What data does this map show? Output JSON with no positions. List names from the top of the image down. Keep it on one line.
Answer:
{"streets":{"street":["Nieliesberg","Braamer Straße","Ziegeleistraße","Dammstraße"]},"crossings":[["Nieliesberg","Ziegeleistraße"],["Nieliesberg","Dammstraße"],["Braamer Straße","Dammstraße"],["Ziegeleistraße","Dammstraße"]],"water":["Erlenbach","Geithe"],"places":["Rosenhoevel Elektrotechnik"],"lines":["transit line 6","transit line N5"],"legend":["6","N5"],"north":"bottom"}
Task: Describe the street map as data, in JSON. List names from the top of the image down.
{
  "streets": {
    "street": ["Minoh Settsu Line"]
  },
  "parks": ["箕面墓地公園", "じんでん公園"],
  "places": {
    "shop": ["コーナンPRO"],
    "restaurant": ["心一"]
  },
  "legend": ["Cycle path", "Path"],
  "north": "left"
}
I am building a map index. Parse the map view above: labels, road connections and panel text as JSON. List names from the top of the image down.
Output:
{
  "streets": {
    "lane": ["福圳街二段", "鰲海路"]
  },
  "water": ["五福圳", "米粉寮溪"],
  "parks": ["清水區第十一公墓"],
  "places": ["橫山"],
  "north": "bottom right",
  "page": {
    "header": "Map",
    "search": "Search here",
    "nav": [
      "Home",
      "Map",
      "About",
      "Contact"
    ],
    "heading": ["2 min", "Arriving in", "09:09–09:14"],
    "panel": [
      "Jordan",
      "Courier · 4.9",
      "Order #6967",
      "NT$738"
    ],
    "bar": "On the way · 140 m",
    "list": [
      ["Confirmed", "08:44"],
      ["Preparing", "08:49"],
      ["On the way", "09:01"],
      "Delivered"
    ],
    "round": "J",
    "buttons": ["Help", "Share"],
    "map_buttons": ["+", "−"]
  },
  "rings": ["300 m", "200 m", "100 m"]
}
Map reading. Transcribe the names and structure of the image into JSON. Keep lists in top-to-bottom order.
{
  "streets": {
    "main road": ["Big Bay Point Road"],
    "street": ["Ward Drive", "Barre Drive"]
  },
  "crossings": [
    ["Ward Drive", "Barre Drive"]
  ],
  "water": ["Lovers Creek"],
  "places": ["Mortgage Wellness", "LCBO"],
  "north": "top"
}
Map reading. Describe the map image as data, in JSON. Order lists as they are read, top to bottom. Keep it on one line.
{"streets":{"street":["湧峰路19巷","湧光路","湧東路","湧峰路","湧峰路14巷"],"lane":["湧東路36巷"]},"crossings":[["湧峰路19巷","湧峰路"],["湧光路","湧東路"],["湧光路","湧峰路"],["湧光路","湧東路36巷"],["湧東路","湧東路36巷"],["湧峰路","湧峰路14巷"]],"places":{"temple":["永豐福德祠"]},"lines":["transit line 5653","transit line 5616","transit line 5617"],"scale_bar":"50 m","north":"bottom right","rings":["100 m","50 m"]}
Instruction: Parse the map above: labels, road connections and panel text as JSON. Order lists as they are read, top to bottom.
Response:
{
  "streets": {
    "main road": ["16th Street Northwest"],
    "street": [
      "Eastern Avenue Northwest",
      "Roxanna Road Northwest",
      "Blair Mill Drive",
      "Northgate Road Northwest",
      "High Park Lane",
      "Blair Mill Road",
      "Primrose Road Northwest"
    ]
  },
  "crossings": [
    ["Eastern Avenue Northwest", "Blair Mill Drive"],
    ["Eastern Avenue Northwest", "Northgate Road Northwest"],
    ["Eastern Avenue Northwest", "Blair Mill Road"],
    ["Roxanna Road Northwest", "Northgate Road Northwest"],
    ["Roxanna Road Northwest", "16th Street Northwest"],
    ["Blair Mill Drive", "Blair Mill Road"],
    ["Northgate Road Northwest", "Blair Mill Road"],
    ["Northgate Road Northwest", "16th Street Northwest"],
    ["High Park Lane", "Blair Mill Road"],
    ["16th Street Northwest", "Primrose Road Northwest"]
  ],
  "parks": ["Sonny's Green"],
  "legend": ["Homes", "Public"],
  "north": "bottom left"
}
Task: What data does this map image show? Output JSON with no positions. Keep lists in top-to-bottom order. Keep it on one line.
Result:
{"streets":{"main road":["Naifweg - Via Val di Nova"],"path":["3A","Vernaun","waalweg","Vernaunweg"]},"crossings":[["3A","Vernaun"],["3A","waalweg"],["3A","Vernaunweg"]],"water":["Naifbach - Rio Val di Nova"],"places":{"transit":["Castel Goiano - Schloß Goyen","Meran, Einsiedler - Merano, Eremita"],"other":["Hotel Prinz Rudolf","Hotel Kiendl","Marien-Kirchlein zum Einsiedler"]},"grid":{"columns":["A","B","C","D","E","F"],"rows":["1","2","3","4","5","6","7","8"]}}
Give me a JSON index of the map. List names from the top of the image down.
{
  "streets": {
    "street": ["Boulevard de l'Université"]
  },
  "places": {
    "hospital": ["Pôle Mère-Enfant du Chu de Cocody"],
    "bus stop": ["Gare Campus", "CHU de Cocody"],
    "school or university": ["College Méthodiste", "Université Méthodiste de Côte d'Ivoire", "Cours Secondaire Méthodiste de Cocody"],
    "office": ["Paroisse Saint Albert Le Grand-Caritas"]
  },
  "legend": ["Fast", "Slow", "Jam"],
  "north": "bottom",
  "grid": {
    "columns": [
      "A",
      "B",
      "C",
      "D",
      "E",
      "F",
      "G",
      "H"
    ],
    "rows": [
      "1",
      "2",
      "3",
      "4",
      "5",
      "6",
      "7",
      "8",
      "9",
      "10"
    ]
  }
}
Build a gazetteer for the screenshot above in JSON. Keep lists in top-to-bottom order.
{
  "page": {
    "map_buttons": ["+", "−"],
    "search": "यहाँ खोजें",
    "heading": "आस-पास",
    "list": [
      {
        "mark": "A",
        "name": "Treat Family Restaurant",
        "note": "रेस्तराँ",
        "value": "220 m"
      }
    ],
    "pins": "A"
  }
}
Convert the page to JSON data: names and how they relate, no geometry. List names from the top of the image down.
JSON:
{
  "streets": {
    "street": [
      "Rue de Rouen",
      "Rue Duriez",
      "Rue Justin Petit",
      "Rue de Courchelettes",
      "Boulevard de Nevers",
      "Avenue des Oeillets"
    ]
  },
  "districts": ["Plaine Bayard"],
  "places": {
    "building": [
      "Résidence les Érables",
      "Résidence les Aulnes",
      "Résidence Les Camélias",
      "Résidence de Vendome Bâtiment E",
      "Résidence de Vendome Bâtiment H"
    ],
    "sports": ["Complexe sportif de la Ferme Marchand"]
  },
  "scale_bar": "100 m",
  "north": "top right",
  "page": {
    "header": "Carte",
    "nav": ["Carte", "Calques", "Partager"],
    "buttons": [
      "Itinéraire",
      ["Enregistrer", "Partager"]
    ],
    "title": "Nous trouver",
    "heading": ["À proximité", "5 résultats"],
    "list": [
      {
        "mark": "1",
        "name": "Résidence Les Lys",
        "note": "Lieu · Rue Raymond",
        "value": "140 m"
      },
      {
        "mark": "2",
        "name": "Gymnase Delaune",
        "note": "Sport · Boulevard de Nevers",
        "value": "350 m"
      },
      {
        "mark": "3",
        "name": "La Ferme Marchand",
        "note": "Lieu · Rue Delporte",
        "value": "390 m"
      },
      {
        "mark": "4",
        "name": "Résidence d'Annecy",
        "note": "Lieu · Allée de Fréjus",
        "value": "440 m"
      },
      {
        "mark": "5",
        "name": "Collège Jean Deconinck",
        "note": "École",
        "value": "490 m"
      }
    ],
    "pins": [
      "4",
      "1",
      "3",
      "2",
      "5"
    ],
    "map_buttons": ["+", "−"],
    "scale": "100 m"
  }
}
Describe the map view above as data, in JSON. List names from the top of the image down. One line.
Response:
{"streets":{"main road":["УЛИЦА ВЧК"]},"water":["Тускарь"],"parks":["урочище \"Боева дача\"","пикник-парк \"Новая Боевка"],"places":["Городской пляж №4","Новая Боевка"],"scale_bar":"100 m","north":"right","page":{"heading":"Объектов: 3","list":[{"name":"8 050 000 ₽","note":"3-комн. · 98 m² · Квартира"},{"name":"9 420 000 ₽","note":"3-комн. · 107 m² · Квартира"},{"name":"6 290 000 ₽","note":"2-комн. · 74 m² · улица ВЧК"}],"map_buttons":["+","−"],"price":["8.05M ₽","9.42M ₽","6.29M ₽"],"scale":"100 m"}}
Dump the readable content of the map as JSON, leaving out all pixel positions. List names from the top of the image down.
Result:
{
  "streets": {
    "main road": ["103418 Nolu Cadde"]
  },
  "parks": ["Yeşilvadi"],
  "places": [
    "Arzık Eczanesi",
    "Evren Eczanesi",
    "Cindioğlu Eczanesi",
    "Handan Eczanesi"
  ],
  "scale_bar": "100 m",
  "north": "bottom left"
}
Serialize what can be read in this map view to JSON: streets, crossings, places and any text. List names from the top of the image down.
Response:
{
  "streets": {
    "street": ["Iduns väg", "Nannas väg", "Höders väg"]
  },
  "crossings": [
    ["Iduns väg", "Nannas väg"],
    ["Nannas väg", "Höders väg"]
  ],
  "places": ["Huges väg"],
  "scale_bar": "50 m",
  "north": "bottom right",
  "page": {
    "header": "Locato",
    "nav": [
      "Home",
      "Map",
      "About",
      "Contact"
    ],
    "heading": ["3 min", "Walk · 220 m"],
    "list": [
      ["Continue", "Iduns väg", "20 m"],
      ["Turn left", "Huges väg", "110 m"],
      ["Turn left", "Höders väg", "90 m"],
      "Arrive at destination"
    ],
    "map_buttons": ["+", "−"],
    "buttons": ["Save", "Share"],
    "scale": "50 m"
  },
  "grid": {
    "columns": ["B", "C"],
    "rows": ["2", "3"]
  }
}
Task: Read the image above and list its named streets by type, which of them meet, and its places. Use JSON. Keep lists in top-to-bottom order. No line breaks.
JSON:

■ **ACTIVITY**: Your task is to copy each line of the material that contains the word "with".

■ **EXERCISE ANSWER**:
What data does this map show? Output JSON with no positions. List names from the top of the image down. Keep it on one line.
Task: What data does this map image show? Output JSON with no positions. Keep lists in top-to-bottom order. Keep it on one line.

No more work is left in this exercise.